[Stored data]
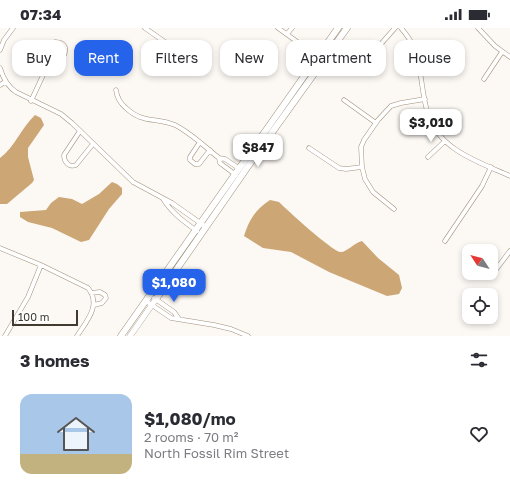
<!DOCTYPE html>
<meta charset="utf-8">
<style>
body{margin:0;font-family:"Golos Text",sans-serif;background:#f2f2f3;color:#2b2b33;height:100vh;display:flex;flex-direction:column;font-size:15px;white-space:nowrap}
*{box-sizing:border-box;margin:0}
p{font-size:13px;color:#7c7c81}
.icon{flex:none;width:22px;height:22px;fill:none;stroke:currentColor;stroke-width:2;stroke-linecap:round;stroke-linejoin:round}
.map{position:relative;height:308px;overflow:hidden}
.drawer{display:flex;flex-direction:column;background:#fff;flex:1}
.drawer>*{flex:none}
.hud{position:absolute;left:12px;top:12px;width:486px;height:36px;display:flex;gap:8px}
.needle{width:26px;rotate:306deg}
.buttons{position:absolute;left:462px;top:216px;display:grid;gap:8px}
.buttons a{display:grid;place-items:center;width:36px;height:36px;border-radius:8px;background:#fff;box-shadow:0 2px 6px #0003;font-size:20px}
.scale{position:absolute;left:12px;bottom:10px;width:66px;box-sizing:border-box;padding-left:4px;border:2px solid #413a31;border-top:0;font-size:11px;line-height:14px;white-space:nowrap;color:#413a31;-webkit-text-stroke:3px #fff;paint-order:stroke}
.price{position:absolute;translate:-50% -34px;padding:0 9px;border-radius:8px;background:#fff;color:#222;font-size:13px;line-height:26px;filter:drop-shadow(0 1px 2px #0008)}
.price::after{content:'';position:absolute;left:50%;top:24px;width:12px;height:9px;margin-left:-6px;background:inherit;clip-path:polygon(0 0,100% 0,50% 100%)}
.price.current{background:#2563eb;color:#fff}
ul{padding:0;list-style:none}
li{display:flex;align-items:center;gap:12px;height:100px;padding:0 20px}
li span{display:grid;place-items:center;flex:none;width:112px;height:80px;border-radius:12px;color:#555}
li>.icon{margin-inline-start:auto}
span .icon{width:48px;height:48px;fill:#fffc;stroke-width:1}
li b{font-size:17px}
h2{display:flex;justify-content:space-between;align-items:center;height:48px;padding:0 20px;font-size:17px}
.pill{padding:0 14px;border-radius:12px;background:#fff;box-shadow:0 2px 6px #0003;font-size:14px;line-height:36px}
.pill.current{background:#2563eb;color:#fff}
.status{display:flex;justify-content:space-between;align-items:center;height:28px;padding:0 20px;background:#fff;direction:ltr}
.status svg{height:11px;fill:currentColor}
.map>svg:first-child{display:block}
</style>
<div class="status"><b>07:34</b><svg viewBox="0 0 49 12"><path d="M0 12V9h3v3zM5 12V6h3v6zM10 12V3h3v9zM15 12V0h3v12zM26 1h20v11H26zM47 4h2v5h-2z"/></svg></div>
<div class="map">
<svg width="510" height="308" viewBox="0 0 510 308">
<rect width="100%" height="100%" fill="#fcf8f4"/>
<path fill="#cca674" d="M35,87L41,90L44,97L28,120V129L34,152L32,155L7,176H0V130C15,119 21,100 35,87Z
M112,154L117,156L122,160V166L109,181L89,212L81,214L52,200L28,194L20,189V184L46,182L51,175L59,169L72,171L82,176L99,166Z
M270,172L279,174C288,183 331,222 340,224C346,225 354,215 362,213L378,230L399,247L402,260L399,266L387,268L329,244L291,224L263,220L244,208C249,192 255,182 270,172Z"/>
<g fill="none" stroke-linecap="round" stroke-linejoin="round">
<defs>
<path id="minor" d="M145,0L165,14
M278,0L310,23
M401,0C416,17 417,28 421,50C423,62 424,74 428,86C439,122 479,134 510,148
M478,0L495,18L510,29
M287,6L292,0
M55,14C77,14 59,43 45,43L42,37L41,30L50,18Z
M380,17L395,0
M0,22L4,12L13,0
M0,40C3,50 7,58 16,64L61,86L72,95L133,154L172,175L206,199
M484,51L502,24
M0,57L5,54
M116,62C117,70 120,75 126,80C143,96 156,89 175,97C191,105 205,119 219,130L225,131L240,141
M344,72L376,95
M31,73L45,43
M80,103L64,127C64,134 69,140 76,137L93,116
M200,114L190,129V132L195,136H199L210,122
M309,120L339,140L346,141L362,139
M428,129L445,113
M219,130L220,135L236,147
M163,171C172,185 183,193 197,203
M394,181L373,164L365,151L362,139L361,119L364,112L378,92L391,78L401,75L425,71
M445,213L482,158L491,139
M0,220L41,237L88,260C102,277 86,294 77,308
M491,248L510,223
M91,265L100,264L105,267L106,270L102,275L94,277
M154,270L174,284L179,291
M146,273L171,290L214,297L231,301L248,308
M5,308L28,269L41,237"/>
<path id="tertiary" d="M130,308L156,271"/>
<path id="secondary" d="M156,271L258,124L347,0
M121,308L338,0"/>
</defs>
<use href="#minor" stroke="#a1907b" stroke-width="5"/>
<use href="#tertiary" stroke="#a1907b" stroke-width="6"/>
<use href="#secondary" stroke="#a1907b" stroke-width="7"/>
<use href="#minor" stroke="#fff" stroke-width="4"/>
<use href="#tertiary" stroke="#fff" stroke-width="5.5"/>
<use href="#secondary" stroke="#fff" stroke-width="6"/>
</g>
</svg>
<div class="buttons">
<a><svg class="needle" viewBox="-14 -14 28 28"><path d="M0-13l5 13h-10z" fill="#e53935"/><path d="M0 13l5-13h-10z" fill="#7c7c81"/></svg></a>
<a><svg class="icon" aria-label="locate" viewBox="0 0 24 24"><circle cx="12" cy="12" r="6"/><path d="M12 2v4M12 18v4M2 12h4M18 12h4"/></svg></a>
</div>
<div class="scale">100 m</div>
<b class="price" style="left:431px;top:115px">$3,010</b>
<b class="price" style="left:258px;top:140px">$847</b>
<b class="price current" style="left:174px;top:275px">$1,080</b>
<div class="hud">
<a class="pill">Buy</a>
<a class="pill current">Rent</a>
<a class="pill">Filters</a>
<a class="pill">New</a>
<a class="pill">Apartment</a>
<a class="pill">House</a>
</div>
</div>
<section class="drawer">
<h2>3 homes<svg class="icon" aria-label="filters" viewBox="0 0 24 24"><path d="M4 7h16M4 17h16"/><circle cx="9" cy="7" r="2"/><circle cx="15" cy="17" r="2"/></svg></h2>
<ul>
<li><span style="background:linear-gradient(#a9c7e8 75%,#c2b280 0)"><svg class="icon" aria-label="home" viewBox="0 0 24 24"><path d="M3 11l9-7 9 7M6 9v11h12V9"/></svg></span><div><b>$1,080/mo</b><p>2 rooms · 70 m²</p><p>North Fossil Rim Street</p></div><svg class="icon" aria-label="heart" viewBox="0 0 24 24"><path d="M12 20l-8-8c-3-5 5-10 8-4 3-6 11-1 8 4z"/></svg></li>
</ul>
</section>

*What to do:*
Extract every line from the records above that contains the word "linecap".

*Reply:*
.icon{flex:none;width:22px;height:22px;fill:none;stroke:currentColor;stroke-width:2;stroke-linecap:round;stroke-linejoin:round}
<g fill="none" stroke-linecap="round" stroke-linejoin="round">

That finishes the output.